Another plus for the economy and the stock market was the quick confirmation by the Senate of Janet Yellen’s appointment as Secretary of the Treasury. Stocks rose on that news. Yellen served as chair of the Federal Reserve from 2014-2018. During her confirmation hearing she told the Senate Finance Committee that Congress must “act big” on the next coronavirus relief package. She pointed out that low interest rates make such a spending plan affordable. Clearly President Biden agrees. He has unveiled a $1.9 trillion relief package.
Yellen added: “Economists don’t always agree, but I think there is a consensus now: Without further action, we risk a longer, more painful recession now-and long-term scarring of the economy later. Over the next few months, we are going to need more aid to distribute the vaccine; to reopen schools; to help states keep firefighters and teachers on the job.”
There was one troubling development by President Biden. Within minutes of being sworn in he told Peter Robb, general counsel of the National Labor Relations Board, that he had ten minutes to resign or he would be fired.

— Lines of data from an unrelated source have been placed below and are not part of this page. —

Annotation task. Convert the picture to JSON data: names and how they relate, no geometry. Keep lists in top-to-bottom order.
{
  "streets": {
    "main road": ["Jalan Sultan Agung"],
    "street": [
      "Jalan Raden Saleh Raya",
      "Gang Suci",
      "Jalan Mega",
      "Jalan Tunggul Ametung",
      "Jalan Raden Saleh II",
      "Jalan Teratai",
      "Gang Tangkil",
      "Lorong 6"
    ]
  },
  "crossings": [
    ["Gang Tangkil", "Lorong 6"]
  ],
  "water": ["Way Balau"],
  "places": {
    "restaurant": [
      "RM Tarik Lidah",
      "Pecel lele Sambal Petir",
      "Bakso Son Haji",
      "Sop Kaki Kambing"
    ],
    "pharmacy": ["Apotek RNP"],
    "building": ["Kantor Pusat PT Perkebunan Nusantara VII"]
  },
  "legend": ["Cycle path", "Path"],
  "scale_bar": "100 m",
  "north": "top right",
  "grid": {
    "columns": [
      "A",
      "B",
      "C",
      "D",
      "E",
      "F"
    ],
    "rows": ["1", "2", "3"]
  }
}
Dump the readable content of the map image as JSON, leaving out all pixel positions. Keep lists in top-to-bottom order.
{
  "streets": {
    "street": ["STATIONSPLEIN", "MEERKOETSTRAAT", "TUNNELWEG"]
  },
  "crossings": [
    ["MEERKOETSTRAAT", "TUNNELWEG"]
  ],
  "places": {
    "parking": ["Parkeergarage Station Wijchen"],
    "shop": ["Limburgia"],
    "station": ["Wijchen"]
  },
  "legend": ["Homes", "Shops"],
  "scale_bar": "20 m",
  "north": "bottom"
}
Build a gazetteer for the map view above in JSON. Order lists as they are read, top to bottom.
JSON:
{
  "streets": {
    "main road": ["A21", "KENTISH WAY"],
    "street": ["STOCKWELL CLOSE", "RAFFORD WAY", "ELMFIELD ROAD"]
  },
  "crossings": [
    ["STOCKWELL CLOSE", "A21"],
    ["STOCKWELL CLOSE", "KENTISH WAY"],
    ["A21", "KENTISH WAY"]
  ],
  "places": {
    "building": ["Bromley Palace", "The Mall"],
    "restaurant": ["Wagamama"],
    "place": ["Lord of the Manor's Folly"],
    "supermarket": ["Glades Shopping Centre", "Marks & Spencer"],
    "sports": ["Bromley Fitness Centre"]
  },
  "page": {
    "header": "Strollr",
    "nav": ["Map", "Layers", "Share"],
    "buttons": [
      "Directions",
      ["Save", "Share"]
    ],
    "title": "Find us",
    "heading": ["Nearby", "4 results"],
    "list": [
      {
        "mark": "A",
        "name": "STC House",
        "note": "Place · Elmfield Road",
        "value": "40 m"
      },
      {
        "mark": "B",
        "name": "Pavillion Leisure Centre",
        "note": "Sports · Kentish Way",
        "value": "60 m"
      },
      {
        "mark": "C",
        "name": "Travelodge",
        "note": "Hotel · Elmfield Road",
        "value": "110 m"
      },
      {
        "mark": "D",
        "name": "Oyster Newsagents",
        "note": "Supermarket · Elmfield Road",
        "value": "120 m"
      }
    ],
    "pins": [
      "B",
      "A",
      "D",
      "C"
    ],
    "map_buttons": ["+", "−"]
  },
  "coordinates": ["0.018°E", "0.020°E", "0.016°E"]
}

The general-counsel position is a Senate-confirmed four-year appointment at an independent agency. Robb had ten months left on his term. No NLRB general counsel had ever been fired, and Biden provided no cause for the firing.
“For four years, the media and Democrats cast every action of the Trump administration as something law-breaking or verging on a constitutional crisis. This week’s headlines, by contrast, were a mass media celebration of the return to “normalcy.” Mr. Biden ran on, and won on, a promise to restore norms to Washington.
The Robb firing illustrates the falsehood of both narratives. For all Mr. Trump’s bad manners, his administration’s actions were largely by the book. Mr. Trump never fired Richard Griffin, Barak Obama’s NLRB general counsel, who served nine months to the end of his term in 2017. For all the talk of Mr. Biden as the embodiment of gentlemanly politics, Democrats have no intention of playing by the rules. They intend to impose an agenda and won’t let a little thing like a 70-year-old precedent, or embarrassment over double standards, get in their way.
The Robb firing is an early indicator of Mr. Biden’s top priorities. Democrats rely on unions to get elected, and unions are therefore first in line to get rewarded. The most effective vehicle for that is the NLRB, which has sweeping power to enforce labor practices on companies across America.”
Raising taxes on corporations has made headlines and is a threat to corporate profits, but the NLRB situation will likely have equal or even more severe consequences on business bottom lines. The media will certainly keep us informed about taxes, but it may take a little more digging to follow the consequences of NLRB developments.
I will have the next market review and update one week from today on Wednesday February 3, 2021.